#### Your objective
For the string "family", report how many lines in the records below contain it, and nothing more.

#### Material for the task
* * * * *

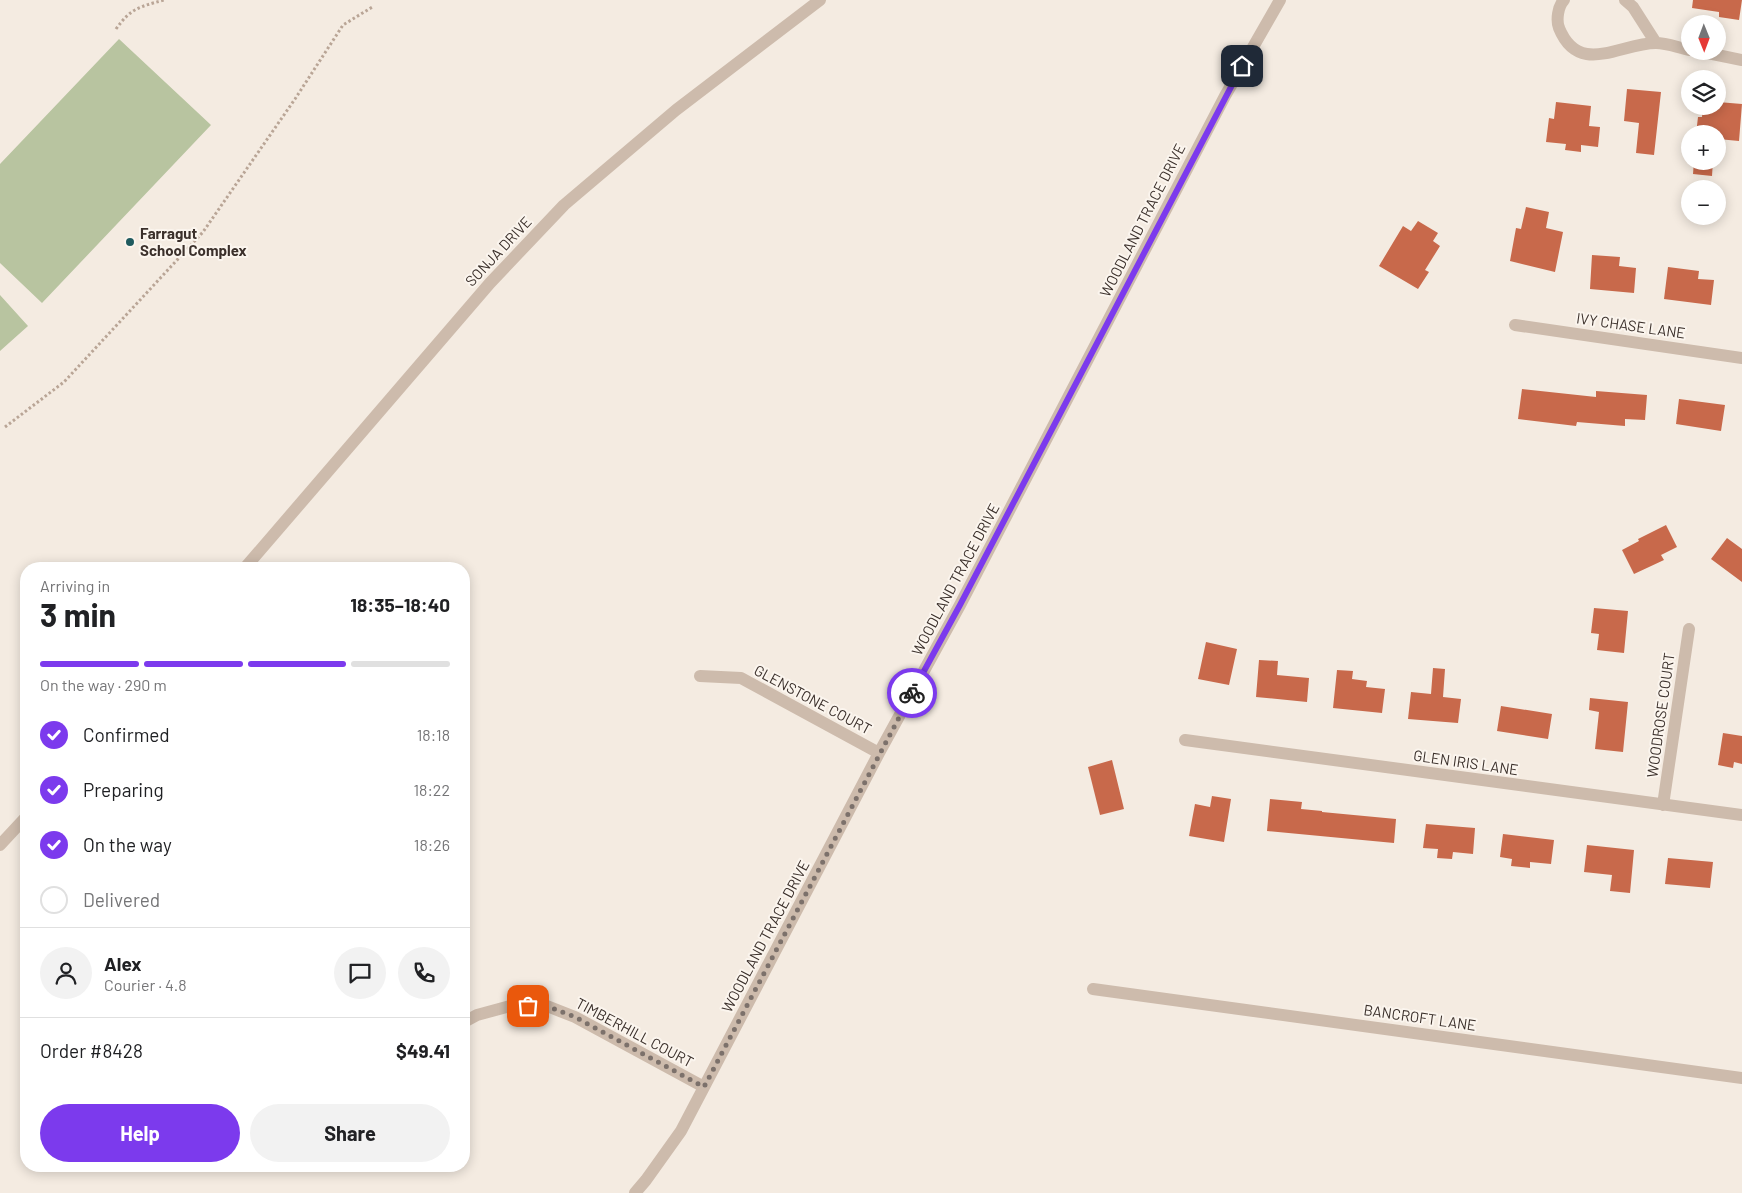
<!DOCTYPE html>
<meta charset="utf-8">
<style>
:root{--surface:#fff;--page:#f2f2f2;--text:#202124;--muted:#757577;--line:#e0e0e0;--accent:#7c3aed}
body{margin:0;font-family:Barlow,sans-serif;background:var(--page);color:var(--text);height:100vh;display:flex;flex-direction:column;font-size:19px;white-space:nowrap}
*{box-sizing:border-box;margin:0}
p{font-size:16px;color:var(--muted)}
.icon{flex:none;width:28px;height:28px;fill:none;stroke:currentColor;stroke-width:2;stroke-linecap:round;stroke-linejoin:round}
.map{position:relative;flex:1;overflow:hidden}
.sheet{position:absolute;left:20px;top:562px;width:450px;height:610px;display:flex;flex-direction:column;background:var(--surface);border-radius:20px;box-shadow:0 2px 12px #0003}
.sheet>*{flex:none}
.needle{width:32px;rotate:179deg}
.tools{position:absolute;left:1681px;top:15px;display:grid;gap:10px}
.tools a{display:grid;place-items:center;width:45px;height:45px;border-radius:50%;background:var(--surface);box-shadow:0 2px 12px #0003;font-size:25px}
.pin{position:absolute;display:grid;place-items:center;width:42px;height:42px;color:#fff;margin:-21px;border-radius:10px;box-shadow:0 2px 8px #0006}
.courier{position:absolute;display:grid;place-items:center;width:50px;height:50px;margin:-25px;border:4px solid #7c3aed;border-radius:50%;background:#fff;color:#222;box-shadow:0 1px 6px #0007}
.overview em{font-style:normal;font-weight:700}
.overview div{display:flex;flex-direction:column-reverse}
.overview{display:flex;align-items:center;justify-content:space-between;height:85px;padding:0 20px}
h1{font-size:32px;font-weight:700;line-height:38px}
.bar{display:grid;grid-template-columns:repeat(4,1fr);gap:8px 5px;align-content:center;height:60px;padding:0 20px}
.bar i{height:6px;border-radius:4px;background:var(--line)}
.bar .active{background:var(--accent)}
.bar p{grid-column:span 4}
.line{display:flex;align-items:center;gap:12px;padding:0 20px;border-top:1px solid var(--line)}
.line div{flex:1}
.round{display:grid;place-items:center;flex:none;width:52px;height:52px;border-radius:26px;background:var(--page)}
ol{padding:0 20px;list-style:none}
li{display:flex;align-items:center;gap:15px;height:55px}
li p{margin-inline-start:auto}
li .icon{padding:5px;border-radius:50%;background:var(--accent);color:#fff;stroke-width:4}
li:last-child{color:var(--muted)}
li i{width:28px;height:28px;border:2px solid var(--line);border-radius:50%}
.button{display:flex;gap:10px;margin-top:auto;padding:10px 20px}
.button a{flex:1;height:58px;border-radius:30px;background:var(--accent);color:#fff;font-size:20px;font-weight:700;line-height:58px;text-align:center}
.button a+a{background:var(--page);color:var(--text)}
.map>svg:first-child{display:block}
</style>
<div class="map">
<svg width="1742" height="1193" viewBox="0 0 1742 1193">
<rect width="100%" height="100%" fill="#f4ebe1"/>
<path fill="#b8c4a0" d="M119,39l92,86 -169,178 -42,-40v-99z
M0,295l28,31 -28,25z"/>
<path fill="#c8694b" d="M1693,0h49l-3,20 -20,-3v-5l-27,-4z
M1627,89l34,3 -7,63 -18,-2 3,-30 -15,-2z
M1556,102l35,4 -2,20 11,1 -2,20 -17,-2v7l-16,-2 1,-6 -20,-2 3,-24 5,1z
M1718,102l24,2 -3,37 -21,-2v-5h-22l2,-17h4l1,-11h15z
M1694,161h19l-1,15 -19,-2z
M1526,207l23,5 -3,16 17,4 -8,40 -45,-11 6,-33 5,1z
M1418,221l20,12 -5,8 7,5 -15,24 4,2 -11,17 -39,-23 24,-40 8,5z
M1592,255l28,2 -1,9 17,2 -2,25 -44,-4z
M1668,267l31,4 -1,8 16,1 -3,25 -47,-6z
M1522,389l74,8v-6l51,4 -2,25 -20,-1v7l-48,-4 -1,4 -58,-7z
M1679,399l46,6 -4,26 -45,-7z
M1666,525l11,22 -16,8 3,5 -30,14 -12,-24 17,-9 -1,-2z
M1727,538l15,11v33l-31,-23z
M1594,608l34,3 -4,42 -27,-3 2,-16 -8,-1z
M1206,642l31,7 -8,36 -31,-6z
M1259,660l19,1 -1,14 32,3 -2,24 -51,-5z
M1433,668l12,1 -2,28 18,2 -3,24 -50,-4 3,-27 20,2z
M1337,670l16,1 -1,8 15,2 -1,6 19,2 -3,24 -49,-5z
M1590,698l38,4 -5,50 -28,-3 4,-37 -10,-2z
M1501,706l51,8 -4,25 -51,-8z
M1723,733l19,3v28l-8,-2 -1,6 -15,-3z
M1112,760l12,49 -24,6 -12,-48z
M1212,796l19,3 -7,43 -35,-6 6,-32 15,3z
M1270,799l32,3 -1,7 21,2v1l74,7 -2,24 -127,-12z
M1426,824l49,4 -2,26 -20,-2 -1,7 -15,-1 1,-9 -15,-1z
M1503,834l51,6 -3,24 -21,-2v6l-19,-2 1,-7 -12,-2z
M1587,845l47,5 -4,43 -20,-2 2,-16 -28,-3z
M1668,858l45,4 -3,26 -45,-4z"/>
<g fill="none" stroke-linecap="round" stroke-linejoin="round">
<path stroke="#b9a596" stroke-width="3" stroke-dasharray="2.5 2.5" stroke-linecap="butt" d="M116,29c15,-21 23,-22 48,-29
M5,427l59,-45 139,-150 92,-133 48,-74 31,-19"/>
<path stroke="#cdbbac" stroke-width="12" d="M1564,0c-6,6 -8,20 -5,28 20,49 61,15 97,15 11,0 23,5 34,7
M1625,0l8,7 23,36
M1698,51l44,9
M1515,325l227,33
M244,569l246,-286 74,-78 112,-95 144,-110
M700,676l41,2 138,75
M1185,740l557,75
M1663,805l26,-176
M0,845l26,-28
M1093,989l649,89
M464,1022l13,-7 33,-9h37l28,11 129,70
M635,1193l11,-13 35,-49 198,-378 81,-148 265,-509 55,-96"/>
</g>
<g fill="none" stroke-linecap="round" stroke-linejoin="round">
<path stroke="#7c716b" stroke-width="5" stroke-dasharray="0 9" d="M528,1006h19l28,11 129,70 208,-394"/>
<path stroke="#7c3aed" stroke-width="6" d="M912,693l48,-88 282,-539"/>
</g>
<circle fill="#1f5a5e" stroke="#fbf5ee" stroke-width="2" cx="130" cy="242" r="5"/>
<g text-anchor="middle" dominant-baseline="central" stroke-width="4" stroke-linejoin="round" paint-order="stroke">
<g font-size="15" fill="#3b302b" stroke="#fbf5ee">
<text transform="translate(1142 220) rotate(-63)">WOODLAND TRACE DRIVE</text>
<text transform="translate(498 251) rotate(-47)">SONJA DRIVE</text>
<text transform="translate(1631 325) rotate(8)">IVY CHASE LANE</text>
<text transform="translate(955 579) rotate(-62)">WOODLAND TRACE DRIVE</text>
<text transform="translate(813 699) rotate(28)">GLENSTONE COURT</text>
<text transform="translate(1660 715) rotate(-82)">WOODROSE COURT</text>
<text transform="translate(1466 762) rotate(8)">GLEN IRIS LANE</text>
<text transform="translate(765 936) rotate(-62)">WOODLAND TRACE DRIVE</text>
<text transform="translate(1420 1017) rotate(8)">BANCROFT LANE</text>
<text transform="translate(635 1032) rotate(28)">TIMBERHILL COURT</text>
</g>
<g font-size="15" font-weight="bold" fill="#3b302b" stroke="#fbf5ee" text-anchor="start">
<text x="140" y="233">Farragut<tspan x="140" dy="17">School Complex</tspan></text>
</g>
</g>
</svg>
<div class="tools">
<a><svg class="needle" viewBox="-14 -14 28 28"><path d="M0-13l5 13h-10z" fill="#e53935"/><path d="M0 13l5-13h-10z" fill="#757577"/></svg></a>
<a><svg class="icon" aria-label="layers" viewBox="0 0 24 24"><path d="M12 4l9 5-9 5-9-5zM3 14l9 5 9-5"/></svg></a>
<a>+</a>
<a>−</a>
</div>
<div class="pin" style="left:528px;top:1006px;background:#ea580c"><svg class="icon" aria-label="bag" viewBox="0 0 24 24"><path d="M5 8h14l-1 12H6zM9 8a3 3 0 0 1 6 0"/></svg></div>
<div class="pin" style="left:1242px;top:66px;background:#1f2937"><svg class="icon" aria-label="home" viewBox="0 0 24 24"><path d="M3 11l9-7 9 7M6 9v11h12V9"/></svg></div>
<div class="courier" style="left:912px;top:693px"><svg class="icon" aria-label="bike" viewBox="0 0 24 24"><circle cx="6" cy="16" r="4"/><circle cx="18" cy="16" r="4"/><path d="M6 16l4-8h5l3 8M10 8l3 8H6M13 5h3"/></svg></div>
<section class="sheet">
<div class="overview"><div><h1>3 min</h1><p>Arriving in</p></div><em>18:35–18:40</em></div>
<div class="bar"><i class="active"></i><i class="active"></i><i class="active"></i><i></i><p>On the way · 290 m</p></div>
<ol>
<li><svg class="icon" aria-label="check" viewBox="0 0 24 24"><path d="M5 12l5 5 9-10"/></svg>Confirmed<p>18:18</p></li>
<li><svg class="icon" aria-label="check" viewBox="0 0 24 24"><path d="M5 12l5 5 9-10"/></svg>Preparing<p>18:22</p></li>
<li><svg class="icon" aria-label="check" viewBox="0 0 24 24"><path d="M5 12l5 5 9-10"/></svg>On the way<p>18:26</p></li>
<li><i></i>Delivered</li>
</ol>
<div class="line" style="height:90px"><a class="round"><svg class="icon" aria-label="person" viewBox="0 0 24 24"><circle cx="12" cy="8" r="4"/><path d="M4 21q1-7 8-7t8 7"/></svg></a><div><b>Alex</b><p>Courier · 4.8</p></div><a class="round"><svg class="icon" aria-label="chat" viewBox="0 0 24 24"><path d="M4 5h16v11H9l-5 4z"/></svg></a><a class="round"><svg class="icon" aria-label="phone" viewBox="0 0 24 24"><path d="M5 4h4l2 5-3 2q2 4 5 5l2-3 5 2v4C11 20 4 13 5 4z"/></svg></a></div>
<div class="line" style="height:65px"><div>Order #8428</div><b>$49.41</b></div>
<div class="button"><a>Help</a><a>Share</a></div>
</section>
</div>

* * * * *

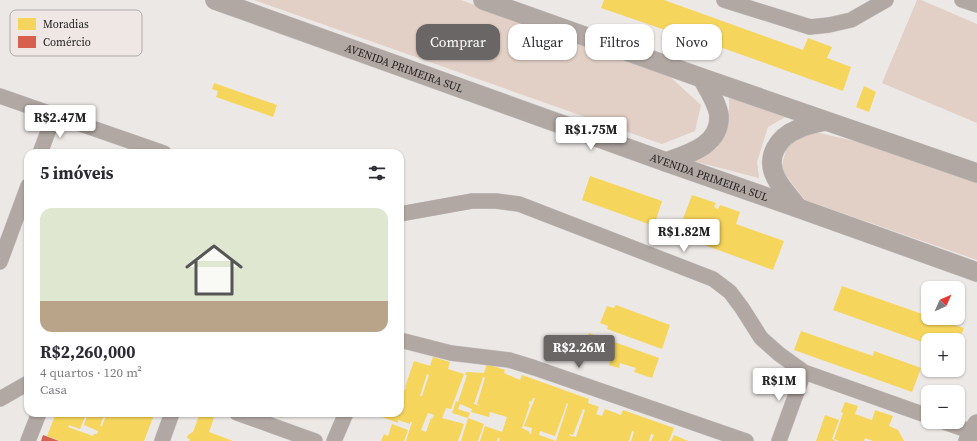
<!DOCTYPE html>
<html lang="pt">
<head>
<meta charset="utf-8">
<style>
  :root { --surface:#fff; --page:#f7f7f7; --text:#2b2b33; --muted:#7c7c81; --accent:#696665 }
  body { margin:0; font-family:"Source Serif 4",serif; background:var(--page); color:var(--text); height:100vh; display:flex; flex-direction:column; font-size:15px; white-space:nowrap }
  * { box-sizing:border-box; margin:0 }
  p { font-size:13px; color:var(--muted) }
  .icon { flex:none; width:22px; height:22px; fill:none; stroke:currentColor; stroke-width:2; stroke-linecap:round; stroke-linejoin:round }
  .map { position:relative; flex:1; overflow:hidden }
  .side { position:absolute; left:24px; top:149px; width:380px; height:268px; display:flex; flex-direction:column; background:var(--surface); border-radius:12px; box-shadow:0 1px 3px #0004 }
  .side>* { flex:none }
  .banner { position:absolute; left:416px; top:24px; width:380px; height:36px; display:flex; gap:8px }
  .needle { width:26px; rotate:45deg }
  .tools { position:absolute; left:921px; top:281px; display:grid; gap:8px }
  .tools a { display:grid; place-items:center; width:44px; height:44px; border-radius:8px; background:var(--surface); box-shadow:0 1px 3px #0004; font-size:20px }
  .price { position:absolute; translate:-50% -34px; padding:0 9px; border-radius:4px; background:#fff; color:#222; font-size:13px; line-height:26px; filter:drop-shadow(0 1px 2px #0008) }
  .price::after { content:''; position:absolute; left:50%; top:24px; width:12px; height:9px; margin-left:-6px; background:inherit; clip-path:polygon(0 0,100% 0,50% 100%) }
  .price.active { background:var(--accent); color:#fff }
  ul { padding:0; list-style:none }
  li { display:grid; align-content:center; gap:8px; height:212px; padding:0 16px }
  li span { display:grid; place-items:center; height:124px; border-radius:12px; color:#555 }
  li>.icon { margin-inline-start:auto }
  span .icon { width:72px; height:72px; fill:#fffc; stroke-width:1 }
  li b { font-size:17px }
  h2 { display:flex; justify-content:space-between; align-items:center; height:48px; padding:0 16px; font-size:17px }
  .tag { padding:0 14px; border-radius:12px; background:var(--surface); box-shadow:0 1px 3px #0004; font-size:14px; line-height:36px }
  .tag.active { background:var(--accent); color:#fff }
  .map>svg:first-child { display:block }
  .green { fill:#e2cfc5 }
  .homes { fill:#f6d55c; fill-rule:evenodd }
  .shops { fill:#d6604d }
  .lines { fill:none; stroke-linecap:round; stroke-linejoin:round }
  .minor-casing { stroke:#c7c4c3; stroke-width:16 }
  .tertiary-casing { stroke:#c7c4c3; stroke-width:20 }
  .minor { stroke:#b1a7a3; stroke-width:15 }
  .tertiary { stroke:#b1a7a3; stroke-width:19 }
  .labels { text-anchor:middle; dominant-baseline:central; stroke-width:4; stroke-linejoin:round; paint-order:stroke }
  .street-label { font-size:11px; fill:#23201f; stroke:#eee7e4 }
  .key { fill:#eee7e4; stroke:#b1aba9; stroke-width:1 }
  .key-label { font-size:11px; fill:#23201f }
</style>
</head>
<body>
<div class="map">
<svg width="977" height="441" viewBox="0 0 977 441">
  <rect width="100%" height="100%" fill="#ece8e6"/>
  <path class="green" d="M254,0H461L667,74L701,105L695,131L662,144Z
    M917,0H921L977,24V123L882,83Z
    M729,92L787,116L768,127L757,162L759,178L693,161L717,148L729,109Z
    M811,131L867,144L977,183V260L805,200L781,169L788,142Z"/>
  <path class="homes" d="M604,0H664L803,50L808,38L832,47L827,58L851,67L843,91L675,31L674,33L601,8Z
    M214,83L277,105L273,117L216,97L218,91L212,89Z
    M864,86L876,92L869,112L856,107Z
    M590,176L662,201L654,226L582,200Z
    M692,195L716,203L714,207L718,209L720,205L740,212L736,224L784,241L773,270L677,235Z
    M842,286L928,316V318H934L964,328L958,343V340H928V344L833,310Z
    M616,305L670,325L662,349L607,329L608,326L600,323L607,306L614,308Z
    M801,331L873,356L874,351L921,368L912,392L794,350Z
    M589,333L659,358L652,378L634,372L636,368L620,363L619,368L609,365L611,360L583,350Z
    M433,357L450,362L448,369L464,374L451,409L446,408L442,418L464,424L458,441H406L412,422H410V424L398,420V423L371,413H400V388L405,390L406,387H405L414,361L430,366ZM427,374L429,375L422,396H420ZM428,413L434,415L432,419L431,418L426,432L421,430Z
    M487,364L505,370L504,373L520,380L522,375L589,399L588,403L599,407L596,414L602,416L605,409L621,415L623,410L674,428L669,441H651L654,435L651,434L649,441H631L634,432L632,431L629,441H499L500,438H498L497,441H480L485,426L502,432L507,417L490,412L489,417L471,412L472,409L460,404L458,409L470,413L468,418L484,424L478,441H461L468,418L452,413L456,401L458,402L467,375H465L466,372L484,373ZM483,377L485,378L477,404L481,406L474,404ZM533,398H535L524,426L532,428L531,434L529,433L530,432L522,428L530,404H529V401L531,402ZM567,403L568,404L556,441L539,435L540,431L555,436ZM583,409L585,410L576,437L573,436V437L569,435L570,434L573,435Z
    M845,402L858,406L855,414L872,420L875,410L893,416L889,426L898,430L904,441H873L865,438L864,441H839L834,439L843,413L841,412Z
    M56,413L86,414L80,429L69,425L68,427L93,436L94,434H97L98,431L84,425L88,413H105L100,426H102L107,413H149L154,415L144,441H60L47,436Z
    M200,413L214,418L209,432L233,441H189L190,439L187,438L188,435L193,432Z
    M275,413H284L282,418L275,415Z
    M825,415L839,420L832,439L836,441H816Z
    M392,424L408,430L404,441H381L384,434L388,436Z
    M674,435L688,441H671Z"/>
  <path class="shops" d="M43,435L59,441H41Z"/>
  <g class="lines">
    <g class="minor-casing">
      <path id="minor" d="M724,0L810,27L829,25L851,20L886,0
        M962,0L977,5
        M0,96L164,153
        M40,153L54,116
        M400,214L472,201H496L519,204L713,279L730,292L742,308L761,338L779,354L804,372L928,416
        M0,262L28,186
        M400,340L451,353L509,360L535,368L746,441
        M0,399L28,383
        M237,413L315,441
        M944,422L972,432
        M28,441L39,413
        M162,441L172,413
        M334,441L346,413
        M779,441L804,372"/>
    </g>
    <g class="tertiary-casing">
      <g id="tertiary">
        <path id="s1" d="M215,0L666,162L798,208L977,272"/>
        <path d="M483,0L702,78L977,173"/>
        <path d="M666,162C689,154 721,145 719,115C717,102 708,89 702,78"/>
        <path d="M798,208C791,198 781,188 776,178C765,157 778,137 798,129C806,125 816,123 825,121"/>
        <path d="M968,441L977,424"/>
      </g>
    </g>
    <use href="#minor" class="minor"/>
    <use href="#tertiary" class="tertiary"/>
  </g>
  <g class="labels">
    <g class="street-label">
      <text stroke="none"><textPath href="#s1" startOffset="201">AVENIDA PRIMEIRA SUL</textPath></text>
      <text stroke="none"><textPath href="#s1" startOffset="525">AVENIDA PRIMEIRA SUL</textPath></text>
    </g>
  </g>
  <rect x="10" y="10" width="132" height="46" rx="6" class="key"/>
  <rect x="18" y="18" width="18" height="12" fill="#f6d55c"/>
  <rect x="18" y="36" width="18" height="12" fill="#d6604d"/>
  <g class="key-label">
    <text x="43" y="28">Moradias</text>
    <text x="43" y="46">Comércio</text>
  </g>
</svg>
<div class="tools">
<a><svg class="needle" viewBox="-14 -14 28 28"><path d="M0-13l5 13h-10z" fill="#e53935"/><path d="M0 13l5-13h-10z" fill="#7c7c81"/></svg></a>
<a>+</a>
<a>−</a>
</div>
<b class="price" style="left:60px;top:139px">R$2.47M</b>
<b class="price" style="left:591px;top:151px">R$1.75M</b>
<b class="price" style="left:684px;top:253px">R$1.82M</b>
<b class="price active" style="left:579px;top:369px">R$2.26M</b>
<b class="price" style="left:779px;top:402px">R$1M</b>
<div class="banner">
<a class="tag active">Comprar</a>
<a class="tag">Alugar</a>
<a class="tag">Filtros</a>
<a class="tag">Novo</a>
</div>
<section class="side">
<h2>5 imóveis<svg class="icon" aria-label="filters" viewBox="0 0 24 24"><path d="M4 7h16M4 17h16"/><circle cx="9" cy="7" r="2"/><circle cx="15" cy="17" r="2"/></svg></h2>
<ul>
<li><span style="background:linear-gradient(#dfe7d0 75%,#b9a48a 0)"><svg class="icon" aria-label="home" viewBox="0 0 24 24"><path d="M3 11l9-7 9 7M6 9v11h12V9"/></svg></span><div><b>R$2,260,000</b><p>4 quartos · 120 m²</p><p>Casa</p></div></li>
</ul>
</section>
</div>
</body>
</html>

* * * * *

#### Exercise solution
2